Dataset excerpts =>
************

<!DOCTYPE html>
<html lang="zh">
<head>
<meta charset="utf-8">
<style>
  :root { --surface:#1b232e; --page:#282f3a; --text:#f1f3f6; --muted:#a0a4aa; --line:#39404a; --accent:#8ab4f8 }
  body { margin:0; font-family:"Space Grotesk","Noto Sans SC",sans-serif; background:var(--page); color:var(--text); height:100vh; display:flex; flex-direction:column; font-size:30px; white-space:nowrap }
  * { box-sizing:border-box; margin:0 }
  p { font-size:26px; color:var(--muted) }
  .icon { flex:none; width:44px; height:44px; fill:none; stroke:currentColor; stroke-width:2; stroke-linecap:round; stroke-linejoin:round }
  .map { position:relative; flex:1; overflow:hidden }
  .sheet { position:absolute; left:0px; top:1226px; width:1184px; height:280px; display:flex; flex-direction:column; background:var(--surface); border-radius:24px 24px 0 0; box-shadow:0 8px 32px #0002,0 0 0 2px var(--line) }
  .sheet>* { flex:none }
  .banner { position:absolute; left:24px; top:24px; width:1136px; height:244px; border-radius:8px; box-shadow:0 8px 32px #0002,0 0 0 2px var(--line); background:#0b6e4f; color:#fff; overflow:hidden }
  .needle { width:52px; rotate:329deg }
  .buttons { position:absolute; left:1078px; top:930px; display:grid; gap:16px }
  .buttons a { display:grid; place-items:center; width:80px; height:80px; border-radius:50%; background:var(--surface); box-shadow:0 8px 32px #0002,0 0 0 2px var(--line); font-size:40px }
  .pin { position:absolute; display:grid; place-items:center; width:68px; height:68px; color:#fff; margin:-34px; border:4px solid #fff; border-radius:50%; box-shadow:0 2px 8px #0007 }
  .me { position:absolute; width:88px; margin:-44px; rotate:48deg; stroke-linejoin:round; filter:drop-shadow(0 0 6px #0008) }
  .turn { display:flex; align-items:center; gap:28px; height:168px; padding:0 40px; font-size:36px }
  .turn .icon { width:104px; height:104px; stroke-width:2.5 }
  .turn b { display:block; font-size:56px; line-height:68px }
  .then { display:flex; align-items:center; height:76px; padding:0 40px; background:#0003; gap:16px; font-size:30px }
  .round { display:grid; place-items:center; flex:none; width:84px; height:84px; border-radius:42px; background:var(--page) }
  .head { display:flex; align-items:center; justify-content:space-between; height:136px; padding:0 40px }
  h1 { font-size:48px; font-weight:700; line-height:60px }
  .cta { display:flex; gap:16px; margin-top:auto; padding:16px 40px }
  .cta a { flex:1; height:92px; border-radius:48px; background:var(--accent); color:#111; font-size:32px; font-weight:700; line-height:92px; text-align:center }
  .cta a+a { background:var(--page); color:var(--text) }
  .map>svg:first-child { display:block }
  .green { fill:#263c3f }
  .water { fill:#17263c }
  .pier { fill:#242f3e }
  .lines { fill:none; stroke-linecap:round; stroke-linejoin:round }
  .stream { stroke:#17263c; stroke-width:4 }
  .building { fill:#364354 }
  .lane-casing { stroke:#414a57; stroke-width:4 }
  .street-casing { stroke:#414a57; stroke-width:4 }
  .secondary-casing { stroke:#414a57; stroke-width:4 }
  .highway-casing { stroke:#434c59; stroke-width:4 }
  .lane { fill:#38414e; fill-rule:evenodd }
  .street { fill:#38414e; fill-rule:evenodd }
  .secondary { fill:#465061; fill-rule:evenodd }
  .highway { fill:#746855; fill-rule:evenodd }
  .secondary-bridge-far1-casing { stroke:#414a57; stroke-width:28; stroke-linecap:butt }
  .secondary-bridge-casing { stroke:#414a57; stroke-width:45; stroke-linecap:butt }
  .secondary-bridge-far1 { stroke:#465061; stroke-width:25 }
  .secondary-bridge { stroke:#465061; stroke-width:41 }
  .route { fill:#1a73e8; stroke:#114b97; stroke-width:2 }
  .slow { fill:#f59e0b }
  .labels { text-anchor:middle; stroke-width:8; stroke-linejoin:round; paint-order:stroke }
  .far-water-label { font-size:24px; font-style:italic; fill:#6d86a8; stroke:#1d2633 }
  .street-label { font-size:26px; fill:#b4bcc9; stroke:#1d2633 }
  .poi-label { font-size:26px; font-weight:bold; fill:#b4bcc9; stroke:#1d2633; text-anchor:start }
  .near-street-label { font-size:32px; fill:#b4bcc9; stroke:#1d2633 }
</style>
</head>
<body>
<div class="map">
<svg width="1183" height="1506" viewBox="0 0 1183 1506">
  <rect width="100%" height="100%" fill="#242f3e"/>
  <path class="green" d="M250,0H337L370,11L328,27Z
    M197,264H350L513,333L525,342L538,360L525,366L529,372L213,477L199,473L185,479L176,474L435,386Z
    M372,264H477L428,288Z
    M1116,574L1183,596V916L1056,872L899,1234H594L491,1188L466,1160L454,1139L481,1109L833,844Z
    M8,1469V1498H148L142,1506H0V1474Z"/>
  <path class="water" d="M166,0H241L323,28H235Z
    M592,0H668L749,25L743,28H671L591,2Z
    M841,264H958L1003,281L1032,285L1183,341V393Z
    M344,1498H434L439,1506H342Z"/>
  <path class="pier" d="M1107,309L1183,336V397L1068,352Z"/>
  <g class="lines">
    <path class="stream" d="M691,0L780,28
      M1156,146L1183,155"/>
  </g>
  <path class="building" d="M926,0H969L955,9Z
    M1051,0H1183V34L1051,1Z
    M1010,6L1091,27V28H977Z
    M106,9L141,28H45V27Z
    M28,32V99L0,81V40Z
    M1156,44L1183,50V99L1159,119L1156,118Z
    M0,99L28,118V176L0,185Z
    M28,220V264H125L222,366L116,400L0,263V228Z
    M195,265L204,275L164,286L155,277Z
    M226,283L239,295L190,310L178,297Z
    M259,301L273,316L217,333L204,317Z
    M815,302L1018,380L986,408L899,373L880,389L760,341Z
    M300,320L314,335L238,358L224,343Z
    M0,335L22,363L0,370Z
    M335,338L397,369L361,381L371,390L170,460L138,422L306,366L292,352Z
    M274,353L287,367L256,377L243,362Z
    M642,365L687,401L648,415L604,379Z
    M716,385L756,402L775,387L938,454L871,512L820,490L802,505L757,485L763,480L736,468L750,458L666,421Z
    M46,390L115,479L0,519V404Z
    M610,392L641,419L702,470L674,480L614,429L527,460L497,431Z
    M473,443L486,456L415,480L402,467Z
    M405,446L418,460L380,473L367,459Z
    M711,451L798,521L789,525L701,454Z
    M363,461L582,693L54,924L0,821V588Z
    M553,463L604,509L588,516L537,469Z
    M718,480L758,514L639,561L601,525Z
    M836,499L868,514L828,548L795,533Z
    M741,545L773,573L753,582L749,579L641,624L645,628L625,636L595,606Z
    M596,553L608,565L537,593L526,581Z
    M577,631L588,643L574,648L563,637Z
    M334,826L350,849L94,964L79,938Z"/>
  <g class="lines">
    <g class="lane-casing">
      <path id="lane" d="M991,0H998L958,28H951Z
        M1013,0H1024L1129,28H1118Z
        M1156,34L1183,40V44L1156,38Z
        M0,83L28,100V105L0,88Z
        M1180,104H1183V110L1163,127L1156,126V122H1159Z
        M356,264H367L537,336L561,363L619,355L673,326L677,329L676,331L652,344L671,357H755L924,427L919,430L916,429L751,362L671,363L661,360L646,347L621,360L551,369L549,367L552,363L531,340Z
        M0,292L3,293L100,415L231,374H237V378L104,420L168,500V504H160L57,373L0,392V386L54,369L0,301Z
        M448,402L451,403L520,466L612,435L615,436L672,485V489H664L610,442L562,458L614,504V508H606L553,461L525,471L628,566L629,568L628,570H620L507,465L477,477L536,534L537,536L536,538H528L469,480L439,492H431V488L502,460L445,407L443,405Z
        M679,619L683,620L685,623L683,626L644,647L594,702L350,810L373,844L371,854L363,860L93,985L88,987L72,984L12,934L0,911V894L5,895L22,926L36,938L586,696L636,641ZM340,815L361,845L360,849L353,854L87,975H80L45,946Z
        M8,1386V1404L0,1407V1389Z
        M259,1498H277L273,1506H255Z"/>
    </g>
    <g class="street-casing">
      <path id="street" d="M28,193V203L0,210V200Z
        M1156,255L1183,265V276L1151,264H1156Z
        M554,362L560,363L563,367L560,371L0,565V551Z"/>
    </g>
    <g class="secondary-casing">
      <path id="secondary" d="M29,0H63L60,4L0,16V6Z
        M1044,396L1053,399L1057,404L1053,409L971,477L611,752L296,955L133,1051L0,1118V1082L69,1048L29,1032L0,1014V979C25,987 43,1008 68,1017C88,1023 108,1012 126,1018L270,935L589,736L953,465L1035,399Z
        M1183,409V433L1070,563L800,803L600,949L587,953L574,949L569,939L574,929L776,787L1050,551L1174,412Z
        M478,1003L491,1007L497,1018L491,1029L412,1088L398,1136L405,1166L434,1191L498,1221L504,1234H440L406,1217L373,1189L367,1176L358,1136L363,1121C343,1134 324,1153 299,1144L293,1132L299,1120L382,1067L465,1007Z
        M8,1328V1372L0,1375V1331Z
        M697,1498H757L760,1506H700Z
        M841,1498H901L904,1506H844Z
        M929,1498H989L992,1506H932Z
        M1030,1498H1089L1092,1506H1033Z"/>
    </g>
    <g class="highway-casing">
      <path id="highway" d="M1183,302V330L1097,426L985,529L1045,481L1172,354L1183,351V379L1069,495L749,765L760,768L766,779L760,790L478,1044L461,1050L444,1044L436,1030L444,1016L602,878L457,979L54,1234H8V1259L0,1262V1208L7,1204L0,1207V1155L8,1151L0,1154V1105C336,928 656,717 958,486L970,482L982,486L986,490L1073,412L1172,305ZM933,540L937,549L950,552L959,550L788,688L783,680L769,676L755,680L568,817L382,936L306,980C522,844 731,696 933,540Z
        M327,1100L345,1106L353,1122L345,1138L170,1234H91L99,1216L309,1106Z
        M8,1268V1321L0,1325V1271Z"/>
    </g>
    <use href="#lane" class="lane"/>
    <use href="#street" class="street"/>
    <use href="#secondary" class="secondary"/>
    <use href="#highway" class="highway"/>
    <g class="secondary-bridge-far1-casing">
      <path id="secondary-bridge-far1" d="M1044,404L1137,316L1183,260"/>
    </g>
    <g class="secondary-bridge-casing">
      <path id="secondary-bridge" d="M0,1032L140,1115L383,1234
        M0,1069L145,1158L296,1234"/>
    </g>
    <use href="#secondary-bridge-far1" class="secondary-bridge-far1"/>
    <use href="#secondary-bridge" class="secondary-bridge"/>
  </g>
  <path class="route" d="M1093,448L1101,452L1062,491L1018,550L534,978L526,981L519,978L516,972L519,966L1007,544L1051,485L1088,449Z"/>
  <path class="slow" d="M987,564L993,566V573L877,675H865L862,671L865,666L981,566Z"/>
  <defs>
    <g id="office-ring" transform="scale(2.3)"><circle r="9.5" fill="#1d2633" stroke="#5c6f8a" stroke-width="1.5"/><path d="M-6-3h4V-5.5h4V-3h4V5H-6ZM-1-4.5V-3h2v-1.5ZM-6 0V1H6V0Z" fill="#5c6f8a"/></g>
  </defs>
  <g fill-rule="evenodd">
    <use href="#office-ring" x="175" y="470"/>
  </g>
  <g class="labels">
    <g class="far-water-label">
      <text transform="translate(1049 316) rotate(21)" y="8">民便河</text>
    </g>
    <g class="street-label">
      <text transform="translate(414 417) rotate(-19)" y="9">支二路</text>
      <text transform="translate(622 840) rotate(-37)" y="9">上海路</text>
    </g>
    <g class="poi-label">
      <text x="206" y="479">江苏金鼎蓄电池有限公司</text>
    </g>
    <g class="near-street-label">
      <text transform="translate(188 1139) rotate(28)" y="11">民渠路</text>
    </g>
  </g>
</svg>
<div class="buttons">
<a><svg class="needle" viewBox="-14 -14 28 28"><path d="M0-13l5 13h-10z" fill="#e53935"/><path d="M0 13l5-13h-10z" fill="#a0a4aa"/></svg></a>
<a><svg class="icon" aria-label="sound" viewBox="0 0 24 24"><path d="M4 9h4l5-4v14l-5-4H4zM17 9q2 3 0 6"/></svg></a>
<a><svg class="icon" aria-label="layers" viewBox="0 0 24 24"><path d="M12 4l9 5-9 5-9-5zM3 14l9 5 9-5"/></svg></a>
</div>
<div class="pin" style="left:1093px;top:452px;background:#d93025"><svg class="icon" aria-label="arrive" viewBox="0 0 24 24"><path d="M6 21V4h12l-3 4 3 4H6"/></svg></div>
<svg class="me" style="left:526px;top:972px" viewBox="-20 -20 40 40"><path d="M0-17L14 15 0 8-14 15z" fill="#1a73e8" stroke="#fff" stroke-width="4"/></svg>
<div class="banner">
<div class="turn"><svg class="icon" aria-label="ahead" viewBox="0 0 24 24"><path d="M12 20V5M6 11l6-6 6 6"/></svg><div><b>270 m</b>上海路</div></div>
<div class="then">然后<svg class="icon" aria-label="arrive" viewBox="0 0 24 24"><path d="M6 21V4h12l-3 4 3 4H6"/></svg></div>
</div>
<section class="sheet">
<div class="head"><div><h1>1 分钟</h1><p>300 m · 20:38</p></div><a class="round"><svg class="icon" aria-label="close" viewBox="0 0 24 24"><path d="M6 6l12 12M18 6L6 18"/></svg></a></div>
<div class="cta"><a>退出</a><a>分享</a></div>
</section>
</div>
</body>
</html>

************

How to complete this task => Copy every line of the data that holds the string "position".

Written answer =>
  .map { position:relative; flex:1; overflow:hidden }
  .sheet { position:absolute; left:0px; top:1226px; width:1184px; height:280px; display:flex; flex-direction:column; background:var(--surface); border-radius:24px 24px 0 0; box-shadow:0 8px 32px #0002,0 0 0 2px var(--line) }
  .banner { position:absolute; left:24px; top:24px; width:1136px; height:244px; border-radius:8px; box-shadow:0 8px 32px #0002,0 0 0 2px var(--line); background:#0b6e4f; color:#fff; overflow:hidden }
  .buttons { position:absolute; left:1078px; top:930px; display:grid; gap:16px }
  .pin { position:absolute; display:grid; place-items:center; width:68px; height:68px; color:#fff; margin:-34px; border:4px solid #fff; border-radius:50%; box-shadow:0 2px 8px #0007 }
  .me { position:absolute; width:88px; margin:-44px; rotate:48deg; stroke-linejoin:round; filter:drop-shadow(0 0 6px #0008) }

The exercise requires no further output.